**TASK TO COMPLETE**: The expected output is every record below, transcribed exactly, with the pictures left out.
___ EXTRACTED ENTRIES ___
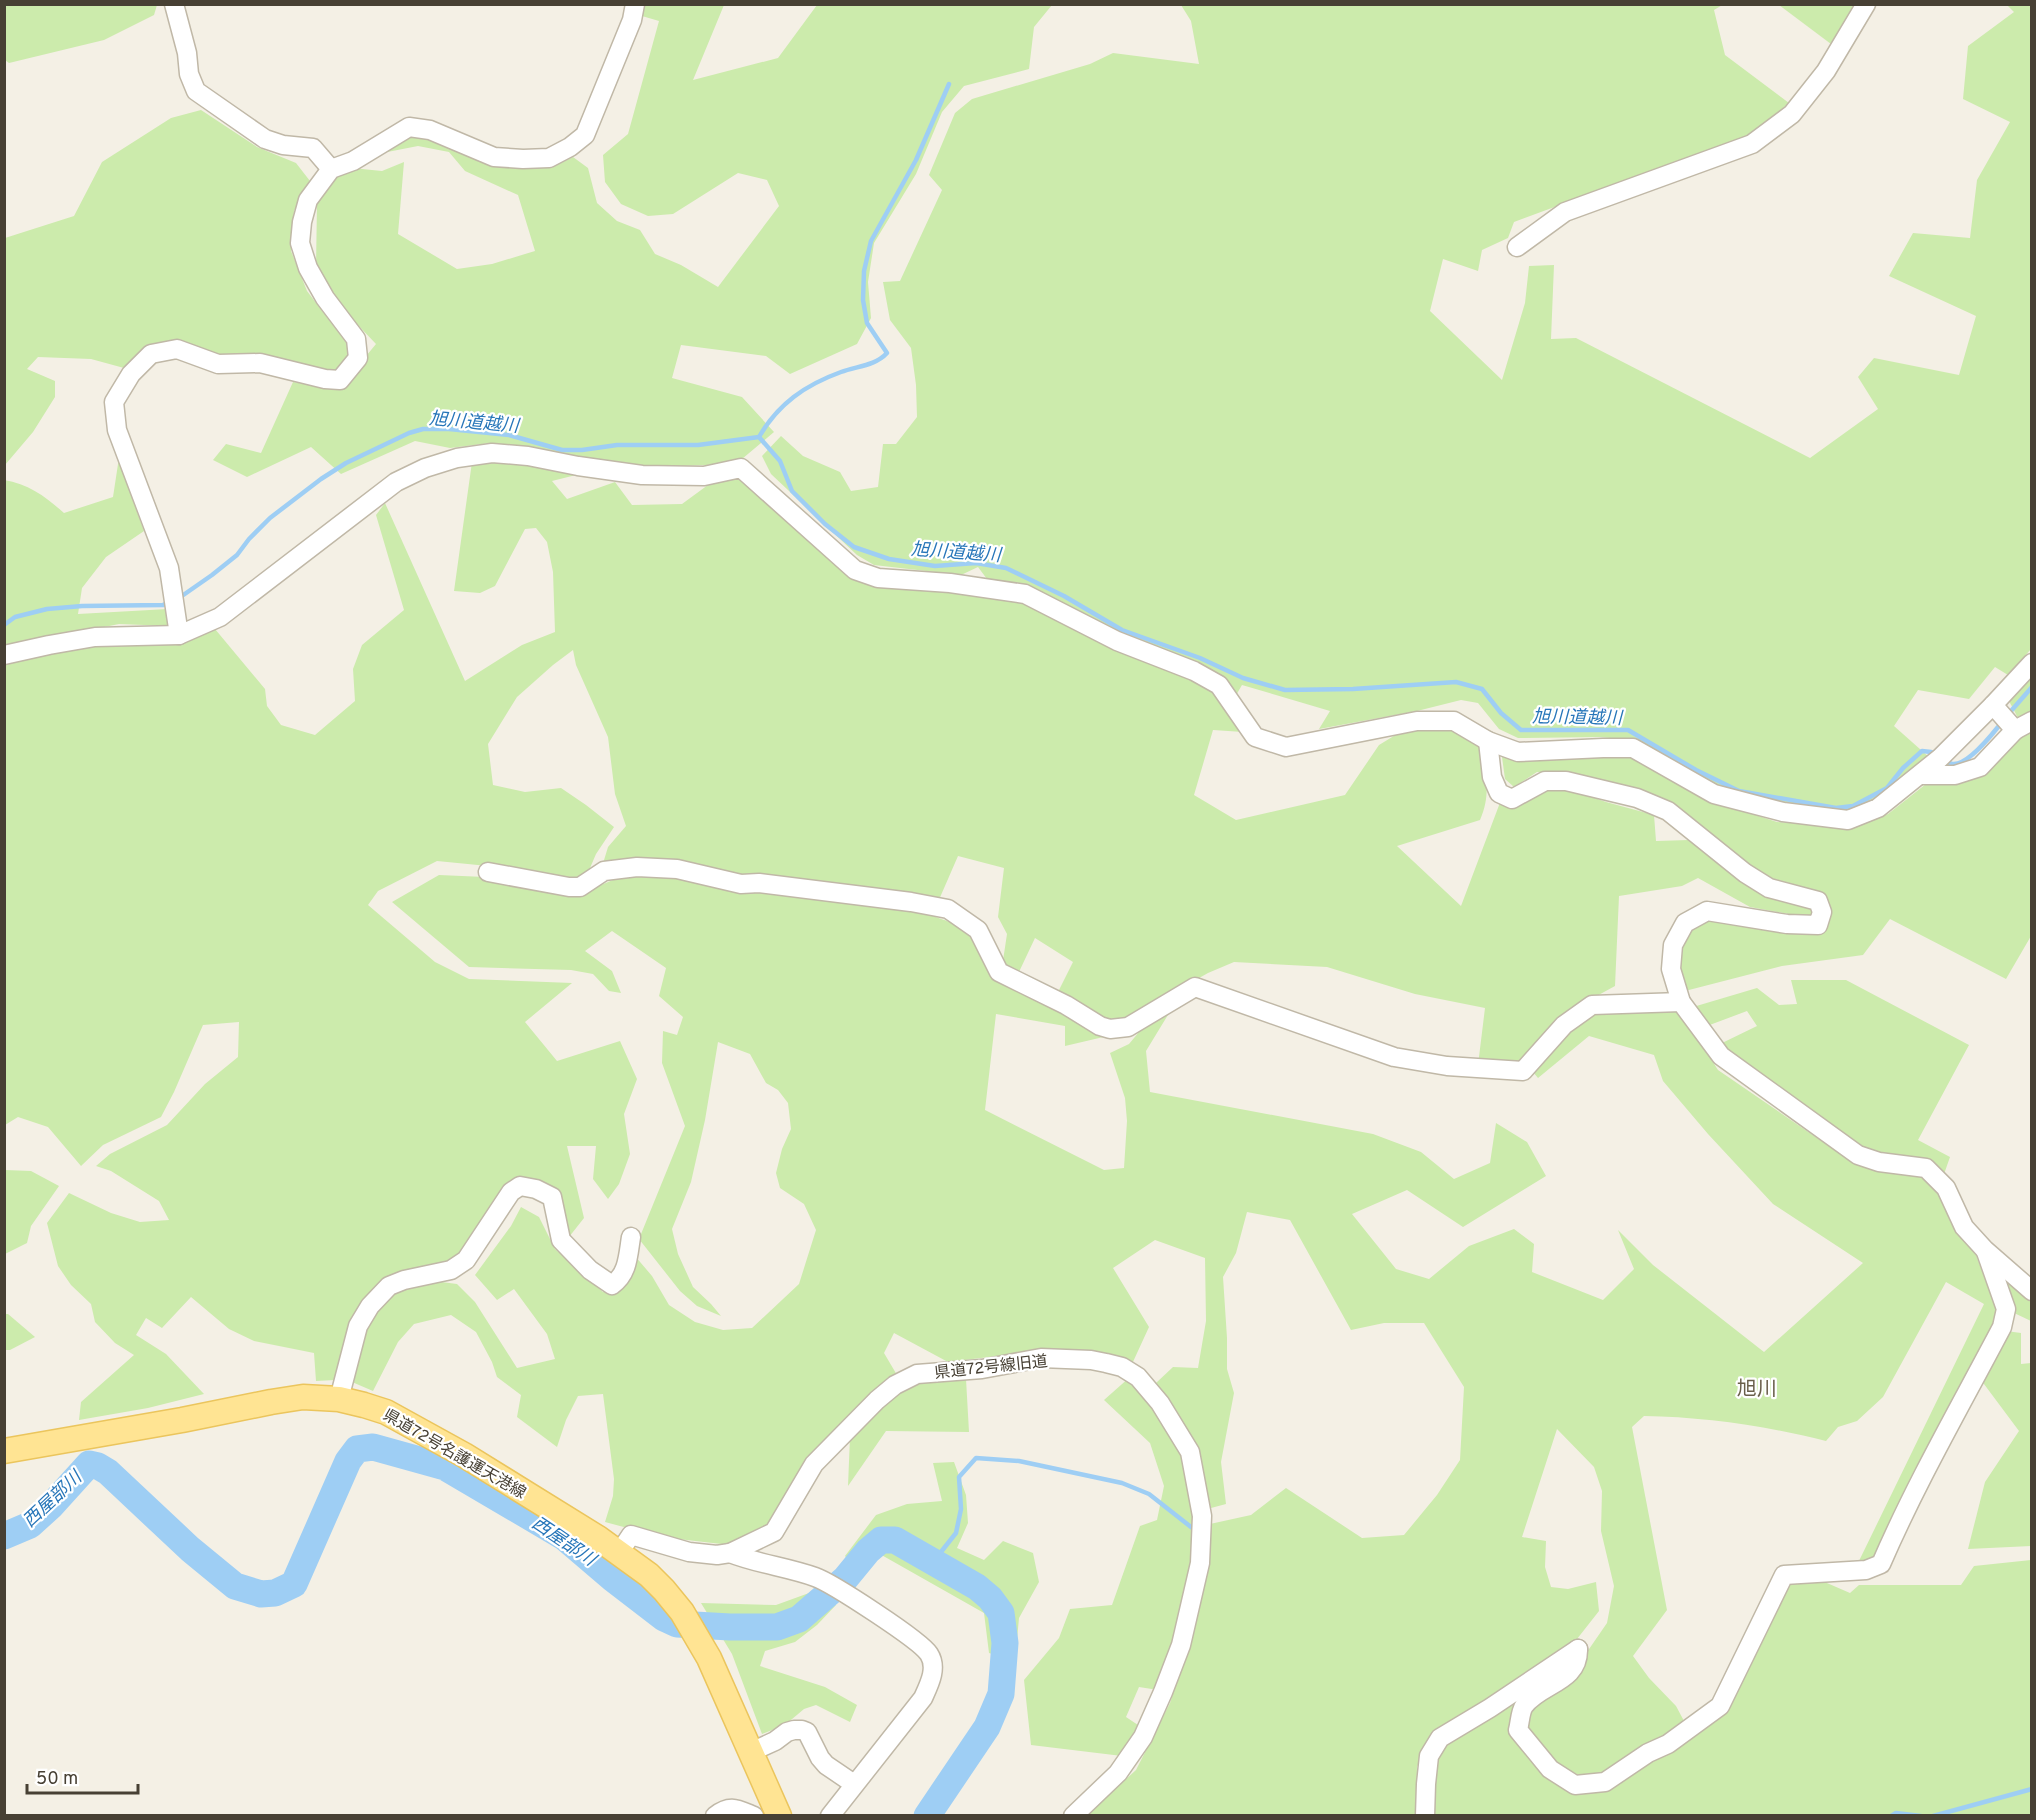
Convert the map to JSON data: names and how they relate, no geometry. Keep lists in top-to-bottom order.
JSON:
{
  "streets": {
    "main road": ["県道72号名護運天港線"],
    "street": ["県道72号線旧道"]
  },
  "crossings": [
    ["県道72号線旧道", "県道72号名護運天港線"]
  ],
  "districts": ["旭川"],
  "water": ["旭川道越川", "西屋部川"],
  "scale_bar": "50 m"
}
___
**ANSWER TO THIS EXERCISE**:
Convert the map to JSON data: names and how they relate, no geometry. Keep lists in top-to-bottom order.
JSON:
{
  "streets": {
    "main road": ["県道72号名護運天港線"],
    "street": ["県道72号線旧道"]
  },
  "crossings": [
    ["県道72号線旧道", "県道72号名護運天港線"]
  ],
  "districts": ["旭川"],
  "water": ["旭川道越川", "西屋部川"],
  "scale_bar": "50 m"
}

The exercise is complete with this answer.